SOURCE MATERIAL
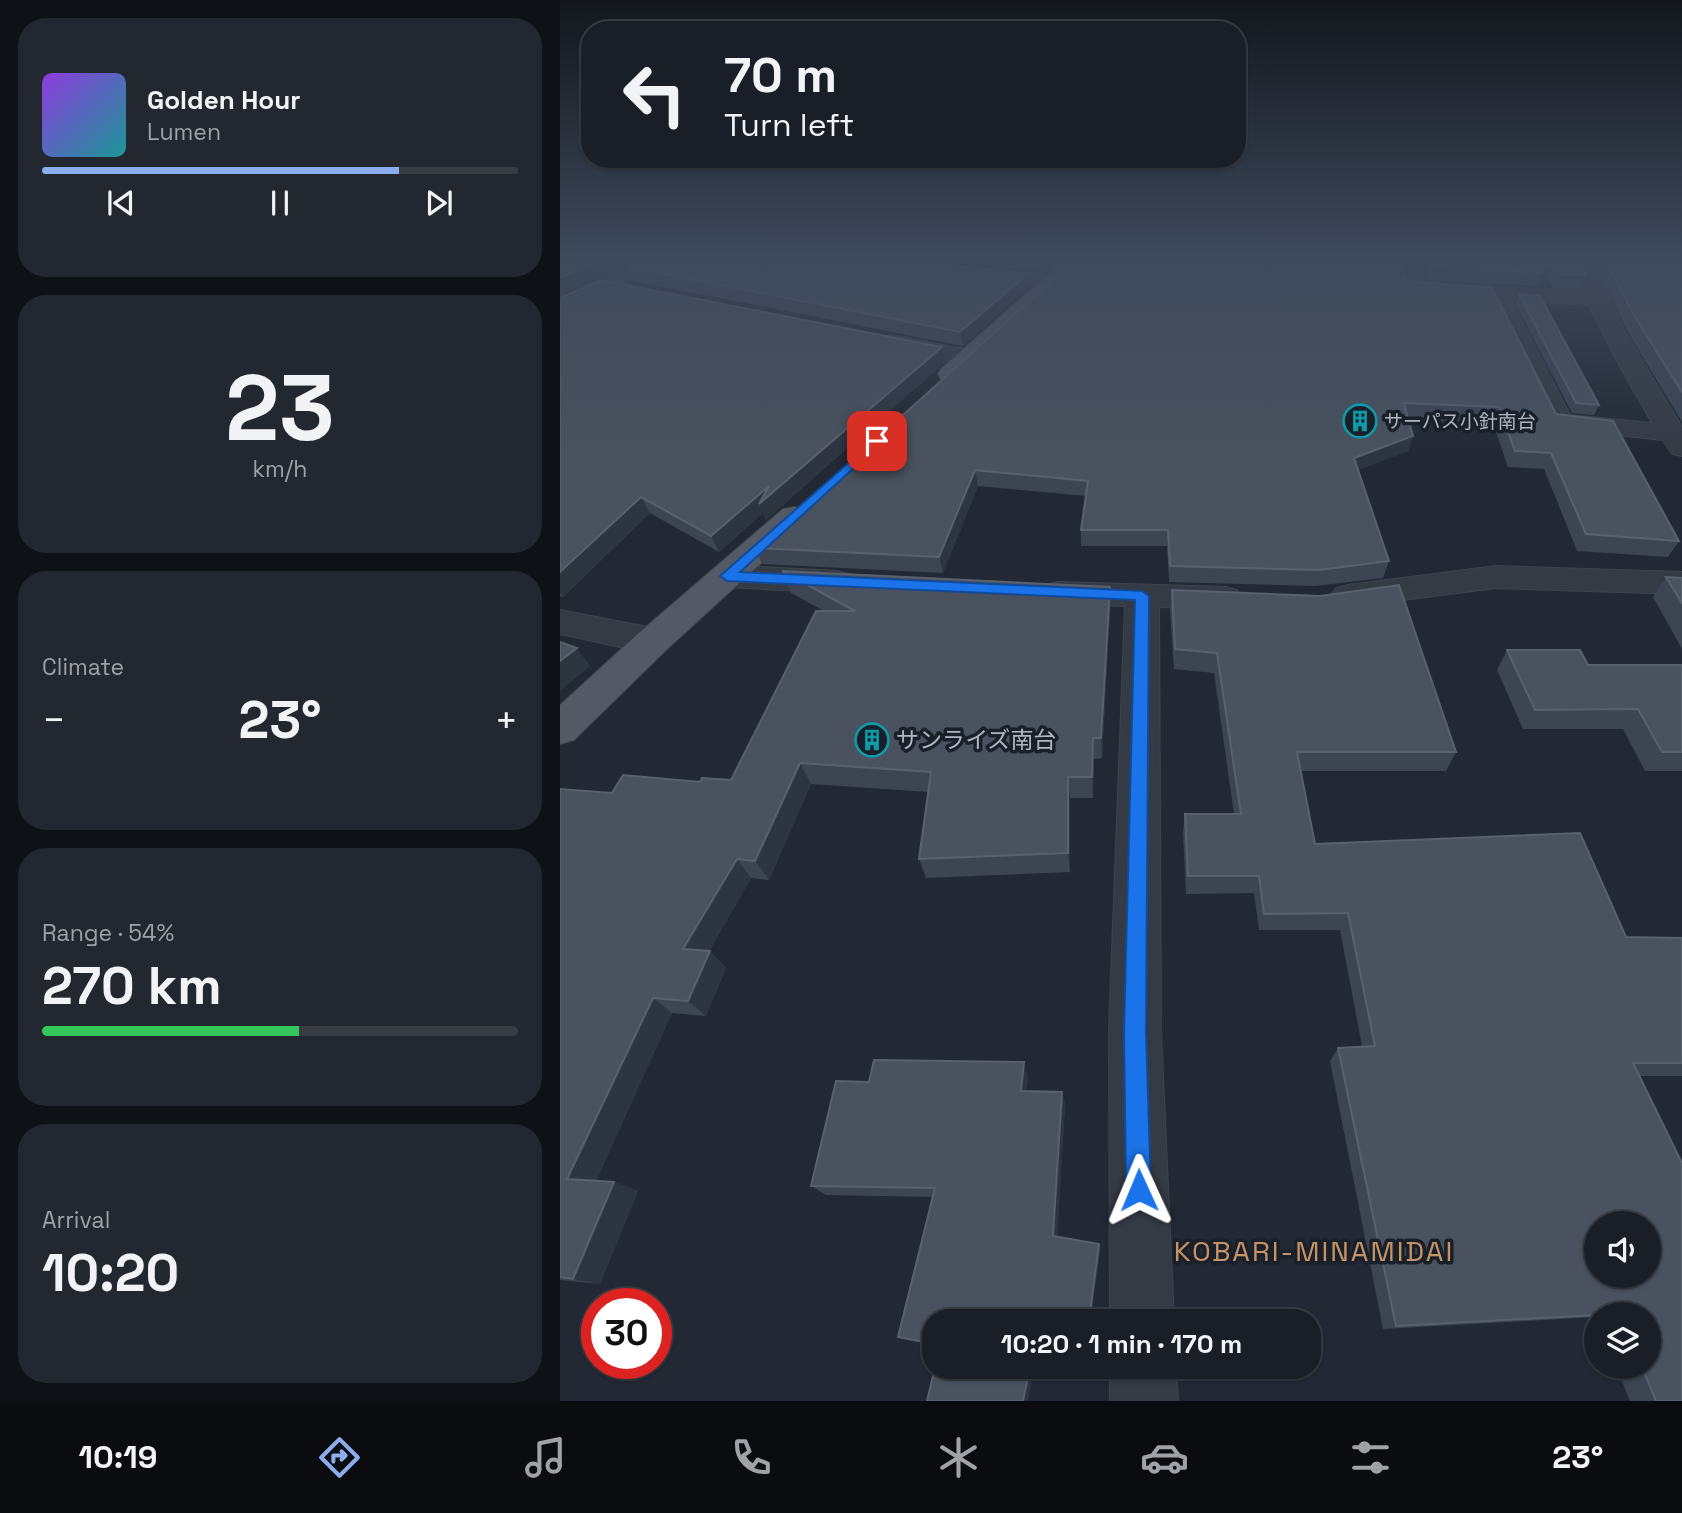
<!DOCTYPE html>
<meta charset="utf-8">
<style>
body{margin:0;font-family:"Space Grotesk","Noto Sans JP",sans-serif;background:#23272f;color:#f1f3f6;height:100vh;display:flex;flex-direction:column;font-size:26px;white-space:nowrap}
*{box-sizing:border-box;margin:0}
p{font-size:23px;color:#9fa2a7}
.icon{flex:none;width:38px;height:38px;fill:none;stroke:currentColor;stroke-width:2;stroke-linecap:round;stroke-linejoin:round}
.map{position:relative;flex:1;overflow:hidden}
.details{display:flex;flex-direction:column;gap:18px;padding:18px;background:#0e1115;width:560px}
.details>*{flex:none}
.guide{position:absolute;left:21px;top:21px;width:665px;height:147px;border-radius:28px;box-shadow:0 2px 5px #0004,0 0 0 2px #383d44;background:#1a1f27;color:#f1f3f6;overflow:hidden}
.fabs{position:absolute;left:1024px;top:1211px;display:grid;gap:14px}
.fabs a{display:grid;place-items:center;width:77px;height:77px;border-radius:50%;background:#1a1f27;box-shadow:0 2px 5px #0004,0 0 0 2px #383d44;font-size:35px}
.speed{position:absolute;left:21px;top:1288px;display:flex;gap:14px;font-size:35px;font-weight:700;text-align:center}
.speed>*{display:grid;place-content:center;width:91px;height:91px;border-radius:50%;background:#1a1f27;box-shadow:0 2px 5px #0004,0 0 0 2px #383d44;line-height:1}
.speed .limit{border:10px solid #d22;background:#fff;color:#111}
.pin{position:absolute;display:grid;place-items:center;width:60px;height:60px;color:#fff;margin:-30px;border-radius:14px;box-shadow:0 4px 10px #0006}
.me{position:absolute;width:77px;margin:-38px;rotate:359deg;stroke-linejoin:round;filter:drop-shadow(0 0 5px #0008)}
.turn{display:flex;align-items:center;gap:24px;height:147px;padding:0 28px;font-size:32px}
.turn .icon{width:91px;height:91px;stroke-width:2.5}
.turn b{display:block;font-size:49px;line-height:60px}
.big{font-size:52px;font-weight:600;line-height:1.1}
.details .widget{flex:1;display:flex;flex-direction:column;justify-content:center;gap:10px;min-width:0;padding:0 24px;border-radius:28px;background:#23272f}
.details .dial{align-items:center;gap:0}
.dial b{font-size:91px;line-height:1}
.song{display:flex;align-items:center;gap:21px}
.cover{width:84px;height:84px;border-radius:10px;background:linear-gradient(135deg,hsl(270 70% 55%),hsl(180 70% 35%))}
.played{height:7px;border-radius:4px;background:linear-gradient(90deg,#8badeb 75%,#383d44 75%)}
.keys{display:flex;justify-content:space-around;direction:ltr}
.heat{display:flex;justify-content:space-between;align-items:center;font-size:38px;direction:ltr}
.charge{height:10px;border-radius:5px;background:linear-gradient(90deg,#34c759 54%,#383d44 0)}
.trip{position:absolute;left:362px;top:1309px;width:399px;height:70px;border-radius:28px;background:#1a1f27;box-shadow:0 2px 5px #0004,0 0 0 2px #383d44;font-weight:600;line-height:70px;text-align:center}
.tab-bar{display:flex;height:112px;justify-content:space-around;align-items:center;background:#0a0c10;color:#9fa2a7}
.tab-bar .icon{width:49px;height:49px}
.tab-bar .active{color:#8badeb}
.tab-bar b{font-size:32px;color:#f1f3f6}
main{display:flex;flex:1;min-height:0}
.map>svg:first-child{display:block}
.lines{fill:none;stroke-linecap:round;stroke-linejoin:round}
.street-casing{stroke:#3e444e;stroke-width:2}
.primary-casing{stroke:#3e444e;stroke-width:2}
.street{fill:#353b45;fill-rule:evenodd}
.primary{fill:#535a65;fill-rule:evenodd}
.wall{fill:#3d4552}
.shaded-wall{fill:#2d3541}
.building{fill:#49525e;stroke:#59616e;stroke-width:2;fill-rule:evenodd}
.route{fill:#1a73e8;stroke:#114b97;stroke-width:2}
.labels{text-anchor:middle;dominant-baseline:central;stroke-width:7;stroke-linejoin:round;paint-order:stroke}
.far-poi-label{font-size:19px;fill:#afb6c1;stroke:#1a2029;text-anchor:start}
.poi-label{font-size:23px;fill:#afb6c1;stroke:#1a2029;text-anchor:start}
.near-neighbourhood-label{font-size:28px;letter-spacing:2px;fill:#c69366;stroke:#1a2029}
</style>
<main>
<section class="details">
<div class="widget">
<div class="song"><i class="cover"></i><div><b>Golden Hour</b><p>Lumen</p></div></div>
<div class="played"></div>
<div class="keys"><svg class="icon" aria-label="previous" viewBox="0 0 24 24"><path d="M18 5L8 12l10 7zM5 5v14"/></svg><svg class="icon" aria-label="pause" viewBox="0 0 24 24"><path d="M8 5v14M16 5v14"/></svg><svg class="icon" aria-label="next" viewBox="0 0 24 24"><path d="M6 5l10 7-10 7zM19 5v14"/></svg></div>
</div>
<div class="widget dial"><b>23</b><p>km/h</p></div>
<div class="widget"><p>Climate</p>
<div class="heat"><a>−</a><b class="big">23°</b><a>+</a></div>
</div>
<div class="widget"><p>Range · 54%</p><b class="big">270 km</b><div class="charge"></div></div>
<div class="widget"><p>Arrival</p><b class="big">10:20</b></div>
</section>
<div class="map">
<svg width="1122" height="1401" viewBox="0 0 1122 1401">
<rect width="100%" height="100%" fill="#222934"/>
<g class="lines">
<defs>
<path id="street" d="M 89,255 L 115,255 L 112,259 L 0,313 L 0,298 Z
M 850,255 L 870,255 L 863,282 L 1024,292 L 1010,255 L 1030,255 L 1064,330 L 1122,427 L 1122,456 L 1112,454 L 1103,440 L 991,428 L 929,299 L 844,292 L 841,288 ZM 951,300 L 1029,305 L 1053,354 L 1092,423 L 1010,415 Z
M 415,267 L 490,275 L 497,277 L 500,281 L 497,285 L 490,287 L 408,277 L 405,273 L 408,269 Z
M 331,335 L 408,350 L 416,352 L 420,357 L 416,362 L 408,364 L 323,347 L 319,342 L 323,337 Z
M 167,565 L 277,571 L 289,574 L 294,582 L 289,590 L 277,593 L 167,587 L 155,584 L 150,576 L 155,568 Z
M 936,566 L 1122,572 L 1122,594 L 936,588 L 788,607 L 776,604 L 771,596 L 776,588 L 788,585 Z
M 498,582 L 665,587 L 677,590 L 682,598 L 677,606 L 665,609 L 599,607 L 601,1032 L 614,1321 L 550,1321 L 549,1032 L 565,606 L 498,604 L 486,601 L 481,593 L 486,585 Z
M 0,610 L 93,628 L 106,632 L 111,641 L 106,650 L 93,654 L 0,634 Z
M 550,1367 L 616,1367 L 618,1401 L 550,1401 Z"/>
<path id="primary" d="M 510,255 L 532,255 L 399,379 L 390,381 L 381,379 L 378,374 L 381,369 Z
M 234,507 L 245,509 L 249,516 L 245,523 L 106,650 L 14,740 L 0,744 L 0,705 L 80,632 L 223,509 Z"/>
</defs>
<use href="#street" class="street-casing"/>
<use href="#primary" class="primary-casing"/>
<use href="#street" class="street"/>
<use href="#primary" class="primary"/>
</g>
<path class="wall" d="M 338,255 L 506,255 L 487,272 Z
M 872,255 L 1018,255 L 1026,275 L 1020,289 L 994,288 L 987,279 L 975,286 L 866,280 Z
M 1031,255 L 1122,255 L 1122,422 L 1066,329 Z
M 68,267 L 468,274 L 469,287 L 403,346 L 74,281 Z
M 842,274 L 847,281 L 996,414 L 1119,541 L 1108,557 L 1017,551 L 984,469 L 948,467 L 933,423 L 848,419 L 853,436 L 848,451 L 798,470 L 829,561 L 823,578 L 755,586 L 609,582 L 607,546 L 521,546 L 521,530 L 526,496 L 418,486 L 383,573 L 202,564 L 195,548 Z
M 959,294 L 1039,405 L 1034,415 L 1012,413 L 955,303 Z
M 0,298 L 385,362 L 206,520 L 203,513 L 159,552 L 90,513 L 3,597 L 0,596 Z
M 222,571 L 550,587 L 550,609 L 542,758 L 534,759 L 533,798 L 510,798 L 510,872 L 366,878 L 359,859 L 368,792 L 251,784 L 209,880 L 191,878 L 149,951 L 166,968 L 146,1016 L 112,1013 L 36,1181 L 54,1182 L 78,1191 L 40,1284 L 0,1280 L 0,789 L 52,793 L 140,782 L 171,780 L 264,611 L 231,593 Z
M 1106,577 L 1122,578 L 1122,649 L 1093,597 Z
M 612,590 L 896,752 L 886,771 L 741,771 L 755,844 L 1066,937 L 1122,938 L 1122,1076 L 1079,1076 L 1122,1401 L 1070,1401 L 1056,1367 L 1088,1367 L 1088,1314 L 1036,1314 L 1036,1317 L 823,1329 L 770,1061 L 778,1048 L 802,1046 L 780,930 L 699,930 L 694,893 L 626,894 L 623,833 L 625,814 L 674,814 L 654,673 L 614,669 L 610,610 Z
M 947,650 L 1028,665 L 1122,665 L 1122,771 L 1085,771 L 1063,729 L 963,729 L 937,670 Z
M 468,1076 L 466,1091 L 502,1092 L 505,1105 L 497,1237 L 540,1251 L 373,1197 L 266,1195 L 251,1186 L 309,1082 Z"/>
<path class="shaded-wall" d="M 49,255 L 83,255 L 0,295 L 0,278 Z
M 490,255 L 506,255 L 487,272 L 486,258 Z
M 992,265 L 987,279 L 975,286 L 980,273 Z
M 468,274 L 469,287 L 403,346 L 400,332 Z
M 382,347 L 385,362 L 206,520 L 203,513 L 159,552 L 151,536 L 209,486 Z
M 853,436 L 848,451 L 790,473 L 794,458 Z
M 415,470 L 418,486 L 383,573 L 379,557 Z
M 81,497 L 90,513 L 3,597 L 0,593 L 0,572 Z
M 550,587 L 550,609 L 542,758 L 541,738 Z
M 17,648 L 30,666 L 0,691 L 0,661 Z
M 533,738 L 534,759 L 533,798 L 532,777 Z
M 240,763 L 251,784 L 209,880 L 195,861 Z
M 508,777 L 510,798 L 510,872 L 508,853 Z
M 177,859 L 191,878 L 140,966 L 123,949 Z
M 150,951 L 166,968 L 146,1016 L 128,1001 Z
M 93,998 L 112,1013 L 33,1188 L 7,1179 Z
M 464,1062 L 468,1076 L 465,1104 L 461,1091 Z
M 502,1092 L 505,1105 L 497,1243 L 493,1236 Z
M 54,1182 L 78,1191 L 40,1284 L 13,1279 Z
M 539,1244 L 540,1251 L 531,1321 L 529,1321 Z
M 470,1367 L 475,1367 L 468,1401 L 463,1401 Z"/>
<path class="building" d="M 0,255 L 49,255 L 0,278 Z
M 93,255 L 303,255 L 468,274 L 400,332 L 68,267 Z
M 454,255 L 490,255 L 486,258 Z
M 521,255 L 847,255 L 842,274 L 847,281 L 932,288 L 996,414 L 1053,421 L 1119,541 L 1026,534 L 991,453 L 955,451 L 939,407 L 844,403 L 853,436 L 794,458 L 829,561 L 759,570 L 610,566 L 608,530 L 521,530 L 528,481 L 415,470 L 379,557 L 195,548 Z
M 873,255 L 1018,255 L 1026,275 L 1000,274 L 992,265 L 980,273 L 870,266 Z
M 1043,255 L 1122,255 L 1122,392 L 1073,314 Z
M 41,280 L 382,347 L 199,504 L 209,486 L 151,536 L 81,497 L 0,572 L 0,298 Z
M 959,294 L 980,296 L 1039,405 L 1016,403 Z
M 222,571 L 550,587 L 541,738 L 533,738 L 532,777 L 508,777 L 508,853 L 359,859 L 371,772 L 240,763 L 195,861 L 177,859 L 123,949 L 150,951 L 128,1001 L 93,998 L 7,1179 L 54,1182 L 13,1279 L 0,1277 L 0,789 L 52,793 L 63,775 L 140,782 L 142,778 L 171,780 L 256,611 L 295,611 Z
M 1106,577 L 1122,578 L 1122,603 Z
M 839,585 L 896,752 L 737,752 L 755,844 L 1020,833 L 1066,937 L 1122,938 L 1122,1063 L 1073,1063 L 1122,1163 L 1122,1401 L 1096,1401 L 1082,1367 L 1088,1367 L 1088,1314 L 1036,1314 L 1036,1315 L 836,1326 L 778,1048 L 815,1046 L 788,913 L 704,914 L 699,876 L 628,876 L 625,814 L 681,814 L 657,653 L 615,649 L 612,590 L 760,596 ZM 1036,1223 L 1088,1223 L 1088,1276 L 1036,1276 Z
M 0,642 L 17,648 L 0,661 Z
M 947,650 L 1020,650 L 1028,665 L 1122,665 L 1122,752 L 1102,752 L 1078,709 L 975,710 Z
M 314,1060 L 464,1062 L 461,1091 L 502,1092 L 493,1236 L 539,1244 L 529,1321 L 374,1321 L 374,1344 L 338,1337 L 375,1188 L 251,1186 L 276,1081 L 309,1082 Z
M 375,1367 L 470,1367 L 463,1401 L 367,1401 Z"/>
<linearGradient id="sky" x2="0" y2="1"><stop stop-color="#13171d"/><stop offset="0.57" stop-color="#3e495c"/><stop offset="1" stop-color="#3e495c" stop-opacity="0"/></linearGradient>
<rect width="1122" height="451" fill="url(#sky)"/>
<path class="route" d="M 317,438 L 321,439 L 321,443 L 180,572 L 582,591 L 589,596 L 586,1032 L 591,1190 L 587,1199 L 579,1202 L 570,1199 L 566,1190 L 564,1032 L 575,600 L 167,581 L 160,576 Z"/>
<defs>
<symbol id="building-ring" viewBox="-11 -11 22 22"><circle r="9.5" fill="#1a2029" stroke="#0f9aa8" stroke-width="1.5"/><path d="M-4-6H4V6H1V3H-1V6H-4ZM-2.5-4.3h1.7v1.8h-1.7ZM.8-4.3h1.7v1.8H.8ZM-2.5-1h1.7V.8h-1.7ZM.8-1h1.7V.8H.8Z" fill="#0f9aa8"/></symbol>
</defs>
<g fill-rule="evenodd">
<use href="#building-ring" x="781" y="402" width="38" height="38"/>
<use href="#building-ring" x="293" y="721" width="38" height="38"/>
</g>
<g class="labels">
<g class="far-poi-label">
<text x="824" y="421">サーパス小針南台</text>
</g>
<g class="poi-label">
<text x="336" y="740">サンライズ南台</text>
</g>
<g class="near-neighbourhood-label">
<text x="754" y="1251">KOBARI-MINAMIDAI</text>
</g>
</g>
</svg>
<div class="fabs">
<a><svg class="icon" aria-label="sound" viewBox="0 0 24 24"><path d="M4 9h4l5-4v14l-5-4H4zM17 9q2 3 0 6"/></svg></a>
<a><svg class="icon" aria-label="layers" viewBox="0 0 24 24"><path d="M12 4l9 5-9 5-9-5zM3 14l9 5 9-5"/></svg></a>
</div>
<div class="speed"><div class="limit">30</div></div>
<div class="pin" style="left:317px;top:441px;background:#d93025"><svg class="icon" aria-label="arrive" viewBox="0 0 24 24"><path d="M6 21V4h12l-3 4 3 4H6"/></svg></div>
<svg class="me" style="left:579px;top:1190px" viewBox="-20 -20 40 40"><path d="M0-17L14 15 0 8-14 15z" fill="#1a73e8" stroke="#fff" stroke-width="4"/></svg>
<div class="trip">10:20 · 1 min · 170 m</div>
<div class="guide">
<div class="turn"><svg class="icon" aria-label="left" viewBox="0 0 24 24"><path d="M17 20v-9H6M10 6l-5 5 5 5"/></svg><div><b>70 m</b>Turn left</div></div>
</div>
</div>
</main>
<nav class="tab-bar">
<b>10:19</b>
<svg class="icon active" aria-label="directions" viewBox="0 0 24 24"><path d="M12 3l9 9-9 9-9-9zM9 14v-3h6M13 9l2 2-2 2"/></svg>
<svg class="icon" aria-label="music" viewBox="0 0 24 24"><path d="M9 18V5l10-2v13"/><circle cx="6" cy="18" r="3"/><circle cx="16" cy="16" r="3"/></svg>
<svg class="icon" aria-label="phone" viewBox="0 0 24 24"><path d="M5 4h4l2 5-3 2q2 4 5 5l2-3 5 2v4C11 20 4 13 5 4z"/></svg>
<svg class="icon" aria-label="climate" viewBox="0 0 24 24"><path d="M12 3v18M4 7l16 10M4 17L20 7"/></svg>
<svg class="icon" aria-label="car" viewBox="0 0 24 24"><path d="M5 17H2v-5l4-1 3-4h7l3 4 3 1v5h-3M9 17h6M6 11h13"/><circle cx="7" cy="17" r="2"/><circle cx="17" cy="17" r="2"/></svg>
<svg class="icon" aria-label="filters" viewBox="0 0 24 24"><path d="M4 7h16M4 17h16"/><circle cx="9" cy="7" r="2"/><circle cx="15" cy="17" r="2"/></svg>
<b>23°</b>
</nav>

TASK DESCRIPTION
Copy the records above exactly, beginning at the line that contains "M 415,267 L" and stopping after the line that contains "M 0,298 L 385,362".

ANSWER SECTION
M 415,267 L 490,275 L 497,277 L 500,281 L 497,285 L 490,287 L 408,277 L 405,273 L 408,269 Z
M 331,335 L 408,350 L 416,352 L 420,357 L 416,362 L 408,364 L 323,347 L 319,342 L 323,337 Z
M 167,565 L 277,571 L 289,574 L 294,582 L 289,590 L 277,593 L 167,587 L 155,584 L 150,576 L 155,568 Z
M 936,566 L 1122,572 L 1122,594 L 936,588 L 788,607 L 776,604 L 771,596 L 776,588 L 788,585 Z
M 498,582 L 665,587 L 677,590 L 682,598 L 677,606 L 665,609 L 599,607 L 601,1032 L 614,1321 L 550,1321 L 549,1032 L 565,606 L 498,604 L 486,601 L 481,593 L 486,585 Z
M 0,610 L 93,628 L 106,632 L 111,641 L 106,650 L 93,654 L 0,634 Z
M 550,1367 L 616,1367 L 618,1401 L 550,1401 Z"/>
<path id="primary" d="M 510,255 L 532,255 L 399,379 L 390,381 L 381,379 L 378,374 L 381,369 Z
M 234,507 L 245,509 L 249,516 L 245,523 L 106,650 L 14,740 L 0,744 L 0,705 L 80,632 L 223,509 Z"/>
</defs>
<use href="#street" class="street-casing"/>
<use href="#primary" class="primary-casing"/>
<use href="#street" class="street"/>
<use href="#primary" class="primary"/>
</g>
<path class="wall" d="M 338,255 L 506,255 L 487,272 Z
M 872,255 L 1018,255 L 1026,275 L 1020,289 L 994,288 L 987,279 L 975,286 L 866,280 Z
M 1031,255 L 1122,255 L 1122,422 L 1066,329 Z
M 68,267 L 468,274 L 469,287 L 403,346 L 74,281 Z
M 842,274 L 847,281 L 996,414 L 1119,541 L 1108,557 L 1017,551 L 984,469 L 948,467 L 933,423 L 848,419 L 853,436 L 848,451 L 798,470 L 829,561 L 823,578 L 755,586 L 609,582 L 607,546 L 521,546 L 521,530 L 526,496 L 418,486 L 383,573 L 202,564 L 195,548 Z
M 959,294 L 1039,405 L 1034,415 L 1012,413 L 955,303 Z
M 0,298 L 385,362 L 206,520 L 203,513 L 159,552 L 90,513 L 3,597 L 0,596 Z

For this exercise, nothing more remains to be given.